Les religieuses sont acceptées sans dot à l'abbaye et bénéficient dès leur entrée d'une pension[17].
Le nombre de chanoinesses varie au cours du temps mais se situe entre 15 et 20. Elles sont entourées de tout un personnel de service, (jardinier, cuisinier, brasseur...) plus 8 ou 9 (deux chambrières, trois servantes, une ou deux demoiselles...) au service de la seule abbesse. S'y ajoutent un secrétaire et un conseiller pensionnaire (homme de loi), chargé de la défense des droits de l'abbaye (droits seigneuriaux, propriétés, privilèges par rapport aux autorités laïques et à l'évêque[7]...).
Dès sa fondation, l'abbaye est placée sous la protection de la papauté. Les papes prononcent son indépendance vis-à -vis de toute puissance séculière, l'exemptent de tout service paroissial[18] ainsi que de la juridiction de l'évêque, l'abbaye a droit de justice sur ses biens et sur les personnes qui dépendent d'elle[19]. Seul le nonce du pape a le droit de visite dans l'abbaye[5] ; celle-ci peut célébrer l'office divin, les portes fermées même en cas d'excommunication de la paroisse[18]. Ces privilèges suscitent la contestation de l'évêque de Thérouanne qui accuse l'abbaye d'empiéter sur sa juridiction et tente périodiquement de revenir sur cette situation : en 1366, l'évêque Robert de Genève, (futur Clément VII, interdit la célébration des offices à l'abbaye. Il est convoqué devant le pape Urbain V à Avignon[20]. En 1337, l'évêque Raymond Saquet reconnait avoir outrepassé son droit en faisant arrêter dans l'enceinte du monastère de Bourbourg Henri de Cullento, archidiacre de Thérouanne et en y faisant opérer la saisie d'une partie de son mobilier[21].

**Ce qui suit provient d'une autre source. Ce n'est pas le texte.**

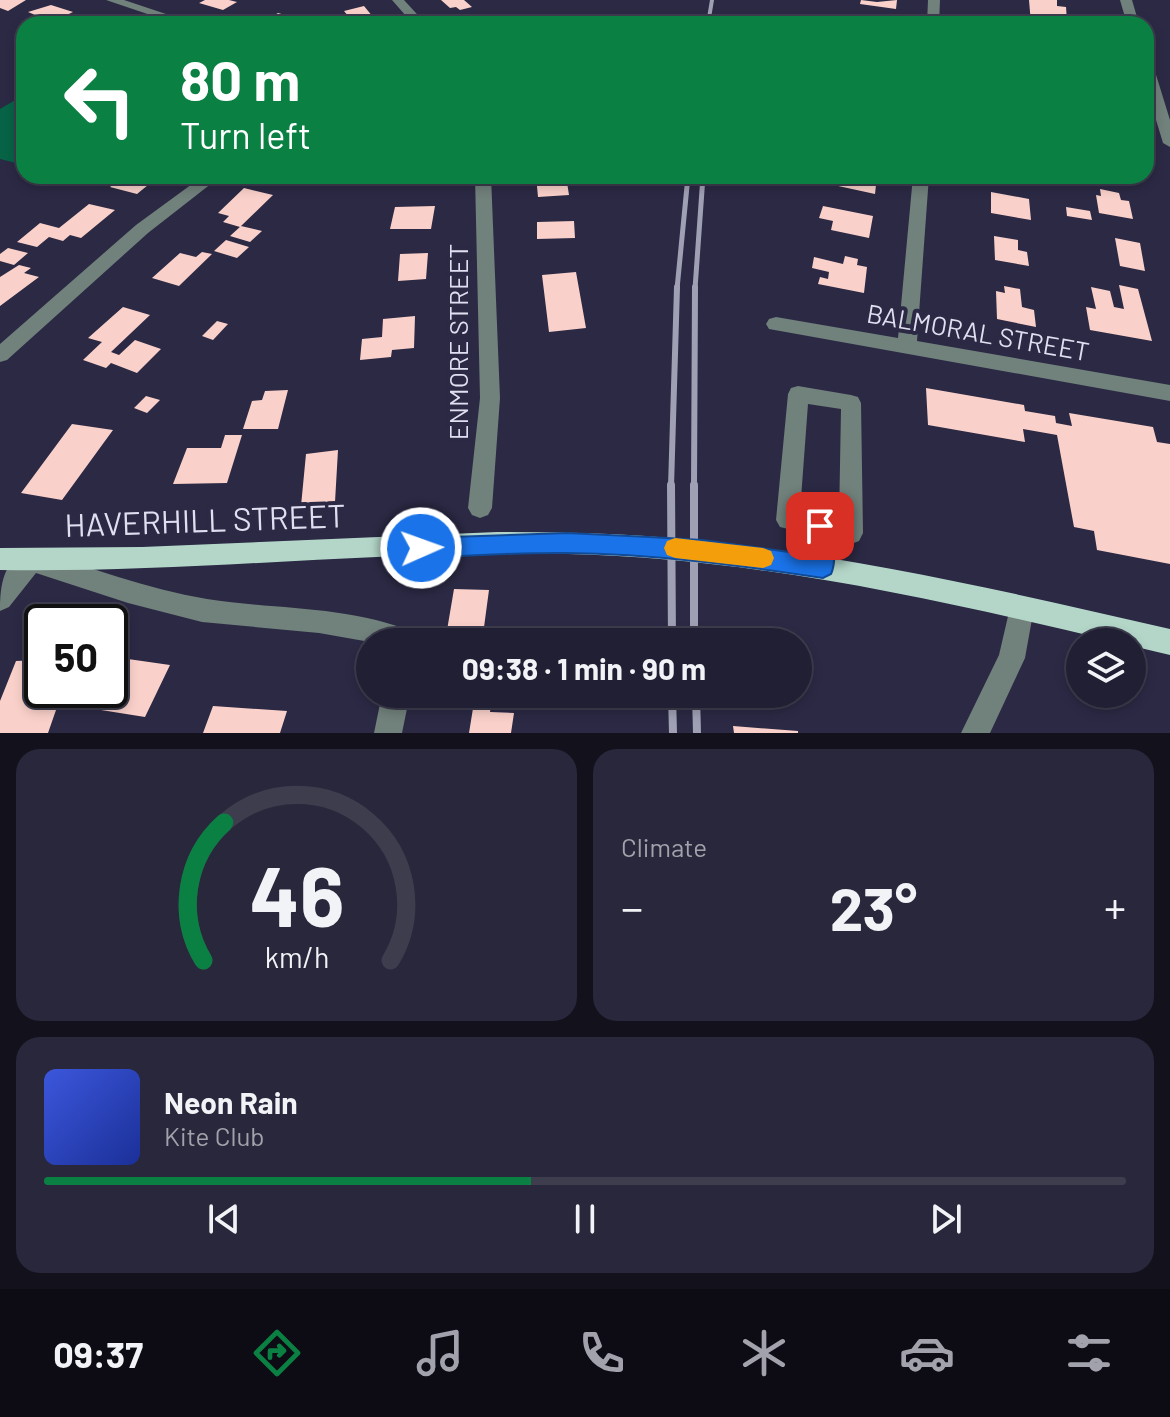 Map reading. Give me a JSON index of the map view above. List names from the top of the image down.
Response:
{
  "streets": {
    "main road": ["HAVERHILL STREET"],
    "street": ["BALMORAL STREET", "ENMORE STREET"]
  },
  "page": {
    "turn": ["80 m", "Turn left"],
    "limit": "50",
    "trip": "09:38 · 1 min · 90 m",
    "tile": "Climate",
    "heat": ["−", "23°", "+"],
    "song": ["Neon Rain", "Kite Club"],
    "tabs": "09:37",
    "gauge": ["46", "km/h"]
  }
}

L'abbaye Notre Dame bénéficie au fil du temps de privilèges divers lui permettant un fonctionnement quasi autonome : en 1114, le comte de Flandre Baudouin VII confirme les donations faites à l'abbaye par ses parents et accorde aux serviteurs de ce monastère exemption de toute taille, du service militaire et des autres charges séculières[22] ; en 1120, Jean évêque des Morins (évêque de Thérouanne) déclare que, par son intermédiaire, la comtesse de Flandre, Clémence, a obtenu de l'abbé de Saint-Bertin, pour le monastère de religieuses de Bourbourg, un cimetière où seront ensevelies les religieuses et leurs serviteurs[23] ; en 1333, l'abbesse reçoit le droit de choisir ses confesseurs et chapelains et de les destituer (la situation se produit en 1494), sous réserve néanmoins de les présenter à l'évêque de Thérouanne[13].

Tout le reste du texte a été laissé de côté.